[Saved data entries]
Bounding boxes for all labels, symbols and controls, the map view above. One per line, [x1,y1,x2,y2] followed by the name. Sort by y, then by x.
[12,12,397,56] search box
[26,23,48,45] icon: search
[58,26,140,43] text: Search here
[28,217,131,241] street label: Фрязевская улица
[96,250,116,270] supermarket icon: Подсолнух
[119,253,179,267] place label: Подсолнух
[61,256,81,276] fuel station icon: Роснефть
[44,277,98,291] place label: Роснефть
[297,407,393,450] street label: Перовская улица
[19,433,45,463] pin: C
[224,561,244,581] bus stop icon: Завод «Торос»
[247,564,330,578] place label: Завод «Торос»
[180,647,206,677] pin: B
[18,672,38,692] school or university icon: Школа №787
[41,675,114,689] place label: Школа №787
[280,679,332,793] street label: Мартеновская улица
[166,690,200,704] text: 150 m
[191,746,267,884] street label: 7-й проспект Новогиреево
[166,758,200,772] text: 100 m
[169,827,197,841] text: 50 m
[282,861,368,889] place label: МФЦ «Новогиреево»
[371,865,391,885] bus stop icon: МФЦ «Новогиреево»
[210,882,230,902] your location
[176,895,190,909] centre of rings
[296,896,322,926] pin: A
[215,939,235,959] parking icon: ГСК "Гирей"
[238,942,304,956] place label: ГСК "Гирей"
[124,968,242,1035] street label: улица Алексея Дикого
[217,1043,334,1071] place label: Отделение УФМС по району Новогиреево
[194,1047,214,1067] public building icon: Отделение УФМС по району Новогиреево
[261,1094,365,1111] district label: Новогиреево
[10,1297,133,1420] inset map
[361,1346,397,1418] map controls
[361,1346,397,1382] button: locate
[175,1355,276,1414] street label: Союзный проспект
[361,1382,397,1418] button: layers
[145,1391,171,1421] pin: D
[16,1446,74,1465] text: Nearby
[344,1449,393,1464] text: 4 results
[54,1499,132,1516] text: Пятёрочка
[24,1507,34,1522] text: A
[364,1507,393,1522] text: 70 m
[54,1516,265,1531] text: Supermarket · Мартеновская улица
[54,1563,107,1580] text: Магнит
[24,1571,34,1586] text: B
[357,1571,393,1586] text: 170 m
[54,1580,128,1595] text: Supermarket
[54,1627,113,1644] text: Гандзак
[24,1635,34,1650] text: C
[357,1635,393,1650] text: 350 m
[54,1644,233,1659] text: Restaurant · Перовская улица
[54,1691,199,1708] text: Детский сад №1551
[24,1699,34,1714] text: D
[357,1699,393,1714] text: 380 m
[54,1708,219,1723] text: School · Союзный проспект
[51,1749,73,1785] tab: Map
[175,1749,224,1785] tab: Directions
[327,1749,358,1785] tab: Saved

--- Task ---
Write each line of the data down again exactly as it reads.

--- Written response ---
Bounding boxes for all labels, symbols and controls, the map view above. One per line, [x1,y1,x2,y2] followed by the name. Sort by y, then by x.
[12,12,397,56] search box
[26,23,48,45] icon: search
[58,26,140,43] text: Search here
[28,217,131,241] street label: Фрязевская улица
[96,250,116,270] supermarket icon: Подсолнух
[119,253,179,267] place label: Подсолнух
[61,256,81,276] fuel station icon: Роснефть
[44,277,98,291] place label: Роснефть
[297,407,393,450] street label: Перовская улица
[19,433,45,463] pin: C
[224,561,244,581] bus stop icon: Завод «Торос»
[247,564,330,578] place label: Завод «Торос»
[180,647,206,677] pin: B
[18,672,38,692] school or university icon: Школа №787
[41,675,114,689] place label: Школа №787
[280,679,332,793] street label: Мартеновская улица
[166,690,200,704] text: 150 m
[191,746,267,884] street label: 7-й проспект Новогиреево
[166,758,200,772] text: 100 m
[169,827,197,841] text: 50 m
[282,861,368,889] place label: МФЦ «Новогиреево»
[371,865,391,885] bus stop icon: МФЦ «Новогиреево»
[210,882,230,902] your location
[176,895,190,909] centre of rings
[296,896,322,926] pin: A
[215,939,235,959] parking icon: ГСК "Гирей"
[238,942,304,956] place label: ГСК "Гирей"
[124,968,242,1035] street label: улица Алексея Дикого
[217,1043,334,1071] place label: Отделение УФМС по району Новогиреево
[194,1047,214,1067] public building icon: Отделение УФМС по району Новогиреево
[261,1094,365,1111] district label: Новогиреево
[10,1297,133,1420] inset map
[361,1346,397,1418] map controls
[361,1346,397,1382] button: locate
[175,1355,276,1414] street label: Союзный проспект
[361,1382,397,1418] button: layers
[145,1391,171,1421] pin: D
[16,1446,74,1465] text: Nearby
[344,1449,393,1464] text: 4 results
[54,1499,132,1516] text: Пятёрочка
[24,1507,34,1522] text: A
[364,1507,393,1522] text: 70 m
[54,1516,265,1531] text: Supermarket · Мартеновская улица
[54,1563,107,1580] text: Магнит
[24,1571,34,1586] text: B
[357,1571,393,1586] text: 170 m
[54,1580,128,1595] text: Supermarket
[54,1627,113,1644] text: Гандзак
[24,1635,34,1650] text: C
[357,1635,393,1650] text: 350 m
[54,1644,233,1659] text: Restaurant · Перовская улица
[54,1691,199,1708] text: Детский сад №1551
[24,1699,34,1714] text: D
[357,1699,393,1714] text: 380 m
[54,1708,219,1723] text: School · Союзный проспект
[51,1749,73,1785] tab: Map
[175,1749,224,1785] tab: Directions
[327,1749,358,1785] tab: Saved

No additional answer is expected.